Saved data entries:
---

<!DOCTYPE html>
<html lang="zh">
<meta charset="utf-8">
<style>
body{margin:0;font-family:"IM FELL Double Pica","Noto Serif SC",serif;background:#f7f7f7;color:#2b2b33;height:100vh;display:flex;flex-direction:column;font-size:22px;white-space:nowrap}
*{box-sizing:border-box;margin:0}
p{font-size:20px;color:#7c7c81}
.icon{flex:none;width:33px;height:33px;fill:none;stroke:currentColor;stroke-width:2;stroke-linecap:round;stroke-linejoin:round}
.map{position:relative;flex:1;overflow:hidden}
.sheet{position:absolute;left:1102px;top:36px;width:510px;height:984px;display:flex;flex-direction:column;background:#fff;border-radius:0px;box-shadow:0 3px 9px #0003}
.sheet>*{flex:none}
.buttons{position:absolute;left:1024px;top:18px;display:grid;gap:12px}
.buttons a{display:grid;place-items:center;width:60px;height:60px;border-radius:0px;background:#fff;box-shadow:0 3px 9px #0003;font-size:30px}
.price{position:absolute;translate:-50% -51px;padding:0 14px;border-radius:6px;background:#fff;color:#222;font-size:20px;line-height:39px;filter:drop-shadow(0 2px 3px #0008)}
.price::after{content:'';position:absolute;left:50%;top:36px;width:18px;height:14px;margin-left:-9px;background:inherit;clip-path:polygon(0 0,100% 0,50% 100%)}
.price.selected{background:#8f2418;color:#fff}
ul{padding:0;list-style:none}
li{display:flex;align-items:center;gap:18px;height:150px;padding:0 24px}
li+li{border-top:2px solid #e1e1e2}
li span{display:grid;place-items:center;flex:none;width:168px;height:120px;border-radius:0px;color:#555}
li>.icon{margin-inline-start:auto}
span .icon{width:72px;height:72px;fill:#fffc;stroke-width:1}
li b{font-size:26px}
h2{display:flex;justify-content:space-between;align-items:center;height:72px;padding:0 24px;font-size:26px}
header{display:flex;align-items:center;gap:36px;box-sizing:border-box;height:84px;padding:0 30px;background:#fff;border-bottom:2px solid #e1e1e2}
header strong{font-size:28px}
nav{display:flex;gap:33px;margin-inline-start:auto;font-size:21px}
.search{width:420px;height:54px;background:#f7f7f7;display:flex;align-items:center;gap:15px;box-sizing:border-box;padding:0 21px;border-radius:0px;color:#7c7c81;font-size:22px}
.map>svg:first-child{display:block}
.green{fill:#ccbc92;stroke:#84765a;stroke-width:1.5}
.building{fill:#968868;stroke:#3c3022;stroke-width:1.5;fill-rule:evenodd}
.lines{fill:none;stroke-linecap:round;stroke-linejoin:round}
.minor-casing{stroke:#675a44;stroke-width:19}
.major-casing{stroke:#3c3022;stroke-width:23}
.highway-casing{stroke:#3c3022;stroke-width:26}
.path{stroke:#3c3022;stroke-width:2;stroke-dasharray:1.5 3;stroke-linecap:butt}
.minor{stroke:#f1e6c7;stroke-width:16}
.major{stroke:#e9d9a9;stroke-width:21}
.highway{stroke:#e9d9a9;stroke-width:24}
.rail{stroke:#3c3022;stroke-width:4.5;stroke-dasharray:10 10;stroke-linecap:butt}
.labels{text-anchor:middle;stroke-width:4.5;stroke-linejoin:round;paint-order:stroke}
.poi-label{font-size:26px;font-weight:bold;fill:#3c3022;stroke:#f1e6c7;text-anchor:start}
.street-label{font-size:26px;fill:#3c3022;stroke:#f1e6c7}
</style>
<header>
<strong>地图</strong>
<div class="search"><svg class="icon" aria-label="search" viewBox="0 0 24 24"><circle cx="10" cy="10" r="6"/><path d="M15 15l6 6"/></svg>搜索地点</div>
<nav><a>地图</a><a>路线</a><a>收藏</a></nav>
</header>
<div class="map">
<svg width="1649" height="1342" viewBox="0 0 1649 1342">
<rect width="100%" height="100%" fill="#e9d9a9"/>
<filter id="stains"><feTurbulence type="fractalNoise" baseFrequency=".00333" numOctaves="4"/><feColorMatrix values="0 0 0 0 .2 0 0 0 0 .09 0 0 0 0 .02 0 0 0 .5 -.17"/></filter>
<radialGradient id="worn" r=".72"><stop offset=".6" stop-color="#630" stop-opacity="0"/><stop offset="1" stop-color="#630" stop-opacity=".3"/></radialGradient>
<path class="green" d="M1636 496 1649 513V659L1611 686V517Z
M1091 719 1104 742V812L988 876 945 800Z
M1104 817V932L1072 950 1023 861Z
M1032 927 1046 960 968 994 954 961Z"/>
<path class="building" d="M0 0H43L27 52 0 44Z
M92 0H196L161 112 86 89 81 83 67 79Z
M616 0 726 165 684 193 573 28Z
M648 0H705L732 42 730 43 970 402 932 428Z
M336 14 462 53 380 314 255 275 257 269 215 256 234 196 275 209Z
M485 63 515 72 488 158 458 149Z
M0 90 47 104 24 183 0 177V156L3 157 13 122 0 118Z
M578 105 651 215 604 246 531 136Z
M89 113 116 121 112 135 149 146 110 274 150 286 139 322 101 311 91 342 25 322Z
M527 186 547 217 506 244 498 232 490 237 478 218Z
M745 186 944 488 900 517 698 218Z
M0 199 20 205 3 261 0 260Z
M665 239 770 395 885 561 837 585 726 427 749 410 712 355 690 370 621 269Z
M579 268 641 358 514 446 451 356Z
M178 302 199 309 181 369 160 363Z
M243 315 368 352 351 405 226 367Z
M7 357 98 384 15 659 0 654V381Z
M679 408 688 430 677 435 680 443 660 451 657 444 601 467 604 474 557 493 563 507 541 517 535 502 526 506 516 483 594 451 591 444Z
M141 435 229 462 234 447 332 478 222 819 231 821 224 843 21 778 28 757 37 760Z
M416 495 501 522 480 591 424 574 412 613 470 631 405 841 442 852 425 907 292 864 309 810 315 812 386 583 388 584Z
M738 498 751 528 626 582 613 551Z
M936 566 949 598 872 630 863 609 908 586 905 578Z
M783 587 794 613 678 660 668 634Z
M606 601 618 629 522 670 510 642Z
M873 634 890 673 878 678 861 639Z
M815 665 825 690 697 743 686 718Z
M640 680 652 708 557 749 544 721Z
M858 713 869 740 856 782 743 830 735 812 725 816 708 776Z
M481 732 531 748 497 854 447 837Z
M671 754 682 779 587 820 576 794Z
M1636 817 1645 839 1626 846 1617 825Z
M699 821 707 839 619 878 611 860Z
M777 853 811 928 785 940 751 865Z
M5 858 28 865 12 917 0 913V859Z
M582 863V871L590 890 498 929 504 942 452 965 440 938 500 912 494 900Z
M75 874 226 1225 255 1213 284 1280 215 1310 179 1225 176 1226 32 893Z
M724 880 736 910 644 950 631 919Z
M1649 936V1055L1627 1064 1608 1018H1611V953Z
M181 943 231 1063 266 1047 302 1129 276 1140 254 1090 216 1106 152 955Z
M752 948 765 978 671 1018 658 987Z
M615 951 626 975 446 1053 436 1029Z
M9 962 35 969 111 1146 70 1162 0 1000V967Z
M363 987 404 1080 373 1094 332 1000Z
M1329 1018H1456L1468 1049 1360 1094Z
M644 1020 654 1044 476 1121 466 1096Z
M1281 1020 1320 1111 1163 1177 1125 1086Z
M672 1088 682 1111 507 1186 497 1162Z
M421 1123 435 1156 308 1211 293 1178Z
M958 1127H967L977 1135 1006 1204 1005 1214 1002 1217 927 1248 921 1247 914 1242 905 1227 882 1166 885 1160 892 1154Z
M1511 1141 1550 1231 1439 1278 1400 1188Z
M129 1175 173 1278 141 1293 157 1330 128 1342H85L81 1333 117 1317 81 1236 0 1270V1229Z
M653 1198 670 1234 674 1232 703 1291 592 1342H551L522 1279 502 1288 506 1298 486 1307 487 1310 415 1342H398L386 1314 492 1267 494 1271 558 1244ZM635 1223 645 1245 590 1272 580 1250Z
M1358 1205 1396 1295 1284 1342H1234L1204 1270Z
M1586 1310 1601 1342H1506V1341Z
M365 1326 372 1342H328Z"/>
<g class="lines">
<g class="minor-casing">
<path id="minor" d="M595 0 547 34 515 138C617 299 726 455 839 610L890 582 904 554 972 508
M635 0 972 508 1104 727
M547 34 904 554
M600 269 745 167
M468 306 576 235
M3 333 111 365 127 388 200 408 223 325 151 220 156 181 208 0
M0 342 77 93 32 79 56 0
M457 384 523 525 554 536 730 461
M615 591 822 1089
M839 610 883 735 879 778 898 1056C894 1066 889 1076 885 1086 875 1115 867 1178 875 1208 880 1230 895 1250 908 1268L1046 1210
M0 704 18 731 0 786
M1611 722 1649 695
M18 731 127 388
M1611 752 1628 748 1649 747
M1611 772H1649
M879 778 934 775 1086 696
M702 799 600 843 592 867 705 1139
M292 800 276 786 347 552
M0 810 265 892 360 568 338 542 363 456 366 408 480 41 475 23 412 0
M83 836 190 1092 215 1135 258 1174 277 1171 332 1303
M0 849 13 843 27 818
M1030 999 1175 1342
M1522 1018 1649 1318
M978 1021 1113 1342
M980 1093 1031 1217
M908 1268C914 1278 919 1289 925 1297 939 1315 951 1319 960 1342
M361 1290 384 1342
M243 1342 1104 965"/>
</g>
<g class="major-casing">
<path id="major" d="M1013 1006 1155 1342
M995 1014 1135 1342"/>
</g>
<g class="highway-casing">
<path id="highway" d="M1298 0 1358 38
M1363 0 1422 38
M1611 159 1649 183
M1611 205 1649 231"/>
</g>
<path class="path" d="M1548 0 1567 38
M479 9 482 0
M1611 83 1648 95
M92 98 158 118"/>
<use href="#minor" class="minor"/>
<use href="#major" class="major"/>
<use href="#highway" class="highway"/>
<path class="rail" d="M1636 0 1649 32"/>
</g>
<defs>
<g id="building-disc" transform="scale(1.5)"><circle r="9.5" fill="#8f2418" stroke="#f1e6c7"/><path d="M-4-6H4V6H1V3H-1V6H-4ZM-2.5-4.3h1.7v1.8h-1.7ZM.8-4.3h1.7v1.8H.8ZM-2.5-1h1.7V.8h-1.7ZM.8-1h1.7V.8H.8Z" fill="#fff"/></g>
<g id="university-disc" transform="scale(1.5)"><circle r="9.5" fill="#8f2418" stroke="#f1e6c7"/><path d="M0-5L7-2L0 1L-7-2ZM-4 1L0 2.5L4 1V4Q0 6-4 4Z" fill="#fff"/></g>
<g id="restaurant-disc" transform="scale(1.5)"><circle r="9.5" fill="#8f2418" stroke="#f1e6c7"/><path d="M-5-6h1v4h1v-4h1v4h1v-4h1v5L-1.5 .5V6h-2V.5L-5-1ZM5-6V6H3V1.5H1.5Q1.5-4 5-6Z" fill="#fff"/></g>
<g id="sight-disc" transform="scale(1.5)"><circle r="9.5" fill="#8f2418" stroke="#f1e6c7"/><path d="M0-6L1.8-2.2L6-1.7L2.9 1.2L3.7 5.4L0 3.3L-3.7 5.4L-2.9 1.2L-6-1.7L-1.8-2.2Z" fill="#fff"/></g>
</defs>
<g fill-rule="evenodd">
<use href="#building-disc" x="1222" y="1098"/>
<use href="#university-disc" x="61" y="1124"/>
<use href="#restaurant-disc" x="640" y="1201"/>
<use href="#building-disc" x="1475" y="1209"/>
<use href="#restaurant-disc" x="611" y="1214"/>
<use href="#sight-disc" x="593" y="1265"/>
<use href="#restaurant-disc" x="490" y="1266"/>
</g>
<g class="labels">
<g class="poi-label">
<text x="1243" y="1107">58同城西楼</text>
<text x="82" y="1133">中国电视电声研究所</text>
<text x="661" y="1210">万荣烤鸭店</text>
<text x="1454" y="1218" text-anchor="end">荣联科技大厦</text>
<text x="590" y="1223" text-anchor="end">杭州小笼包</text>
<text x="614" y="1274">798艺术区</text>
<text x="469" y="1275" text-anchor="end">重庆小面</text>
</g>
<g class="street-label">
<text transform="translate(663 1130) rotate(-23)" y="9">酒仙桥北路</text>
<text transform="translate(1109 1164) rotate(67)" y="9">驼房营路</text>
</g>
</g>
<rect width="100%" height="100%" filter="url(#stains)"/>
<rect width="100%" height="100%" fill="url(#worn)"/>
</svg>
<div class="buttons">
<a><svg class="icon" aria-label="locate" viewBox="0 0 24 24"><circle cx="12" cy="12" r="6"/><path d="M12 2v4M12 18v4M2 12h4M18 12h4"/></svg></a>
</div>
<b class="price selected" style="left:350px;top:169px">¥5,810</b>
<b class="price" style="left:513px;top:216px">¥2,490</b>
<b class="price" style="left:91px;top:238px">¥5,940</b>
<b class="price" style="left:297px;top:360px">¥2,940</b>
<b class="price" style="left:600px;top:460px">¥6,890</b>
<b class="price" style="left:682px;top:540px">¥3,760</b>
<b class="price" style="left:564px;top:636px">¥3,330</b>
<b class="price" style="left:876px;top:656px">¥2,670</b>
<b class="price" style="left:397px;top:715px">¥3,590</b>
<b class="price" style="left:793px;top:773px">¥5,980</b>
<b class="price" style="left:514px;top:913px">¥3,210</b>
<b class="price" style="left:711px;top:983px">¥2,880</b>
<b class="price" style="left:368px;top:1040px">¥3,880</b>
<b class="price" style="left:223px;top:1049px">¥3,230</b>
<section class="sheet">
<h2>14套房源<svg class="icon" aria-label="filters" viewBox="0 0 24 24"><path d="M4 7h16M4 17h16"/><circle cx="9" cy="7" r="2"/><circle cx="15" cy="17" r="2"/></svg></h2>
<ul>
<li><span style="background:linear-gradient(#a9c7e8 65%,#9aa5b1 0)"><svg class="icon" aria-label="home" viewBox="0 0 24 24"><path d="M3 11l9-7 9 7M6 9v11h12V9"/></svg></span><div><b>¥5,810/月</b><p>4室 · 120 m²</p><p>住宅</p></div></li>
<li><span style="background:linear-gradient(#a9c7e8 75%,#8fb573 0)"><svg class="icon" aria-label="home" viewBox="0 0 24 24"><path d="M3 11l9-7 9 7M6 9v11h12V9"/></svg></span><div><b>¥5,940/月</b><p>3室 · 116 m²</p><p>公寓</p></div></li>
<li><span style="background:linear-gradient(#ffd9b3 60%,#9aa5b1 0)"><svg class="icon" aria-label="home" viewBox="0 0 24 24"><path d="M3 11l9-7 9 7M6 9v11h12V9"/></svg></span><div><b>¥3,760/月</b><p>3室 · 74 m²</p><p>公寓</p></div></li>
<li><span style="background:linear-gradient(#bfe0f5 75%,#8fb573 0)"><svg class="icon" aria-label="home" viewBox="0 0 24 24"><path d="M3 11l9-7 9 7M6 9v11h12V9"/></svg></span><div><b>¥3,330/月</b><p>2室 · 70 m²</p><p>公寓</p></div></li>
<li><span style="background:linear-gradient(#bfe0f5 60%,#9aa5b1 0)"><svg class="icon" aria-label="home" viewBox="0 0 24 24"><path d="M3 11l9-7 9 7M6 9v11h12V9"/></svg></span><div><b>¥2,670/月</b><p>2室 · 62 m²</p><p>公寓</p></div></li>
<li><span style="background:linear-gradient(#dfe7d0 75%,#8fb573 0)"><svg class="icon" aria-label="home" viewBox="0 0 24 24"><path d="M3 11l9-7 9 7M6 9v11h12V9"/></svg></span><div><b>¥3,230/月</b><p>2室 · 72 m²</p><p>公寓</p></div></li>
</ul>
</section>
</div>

---

Print, without alteration, only the lines above between the one holding "M1329 1018H1456L1468 1049 1360 1094Z" and the one holding "M1611 159 1649 183", inclusive.

OUTPUT:
M1329 1018H1456L1468 1049 1360 1094Z
M644 1020 654 1044 476 1121 466 1096Z
M1281 1020 1320 1111 1163 1177 1125 1086Z
M672 1088 682 1111 507 1186 497 1162Z
M421 1123 435 1156 308 1211 293 1178Z
M958 1127H967L977 1135 1006 1204 1005 1214 1002 1217 927 1248 921 1247 914 1242 905 1227 882 1166 885 1160 892 1154Z
M1511 1141 1550 1231 1439 1278 1400 1188Z
M129 1175 173 1278 141 1293 157 1330 128 1342H85L81 1333 117 1317 81 1236 0 1270V1229Z
M653 1198 670 1234 674 1232 703 1291 592 1342H551L522 1279 502 1288 506 1298 486 1307 487 1310 415 1342H398L386 1314 492 1267 494 1271 558 1244ZM635 1223 645 1245 590 1272 580 1250Z
M1358 1205 1396 1295 1284 1342H1234L1204 1270Z
M1586 1310 1601 1342H1506V1341Z
M365 1326 372 1342H328Z"/>
<g class="lines">
<g class="minor-casing">
<path id="minor" d="M595 0 547 34 515 138C617 299 726 455 839 610L890 582 904 554 972 508
M635 0 972 508 1104 727
M547 34 904 554
M600 269 745 167
M468 306 576 235
M3 333 111 365 127 388 200 408 223 325 151 220 156 181 208 0
M0 342 77 93 32 79 56 0
M457 384 523 525 554 536 730 461
M615 591 822 1089
M839 610 883 735 879 778 898 1056C894 1066 889 1076 885 1086 875 1115 867 1178 875 1208 880 1230 895 1250 908 1268L1046 1210
M0 704 18 731 0 786
M1611 722 1649 695
M18 731 127 388
M1611 752 1628 748 1649 747
M1611 772H1649
M879 778 934 775 1086 696
M702 799 600 843 592 867 705 1139
M292 800 276 786 347 552
M0 810 265 892 360 568 338 542 363 456 366 408 480 41 475 23 412 0
M83 836 190 1092 215 1135 258 1174 277 1171 332 1303
M0 849 13 843 27 818
M1030 999 1175 1342
M1522 1018 1649 1318
M978 1021 1113 1342
M980 1093 1031 1217
M908 1268C914 1278 919 1289 925 1297 939 1315 951 1319 960 1342
M361 1290 384 1342
M243 1342 1104 965"/>
</g>
<g class="major-casing">
<path id="major" d="M1013 1006 1155 1342
M995 1014 1135 1342"/>
</g>
<g class="highway-casing">
<path id="highway" d="M1298 0 1358 38
M1363 0 1422 38
M1611 159 1649 183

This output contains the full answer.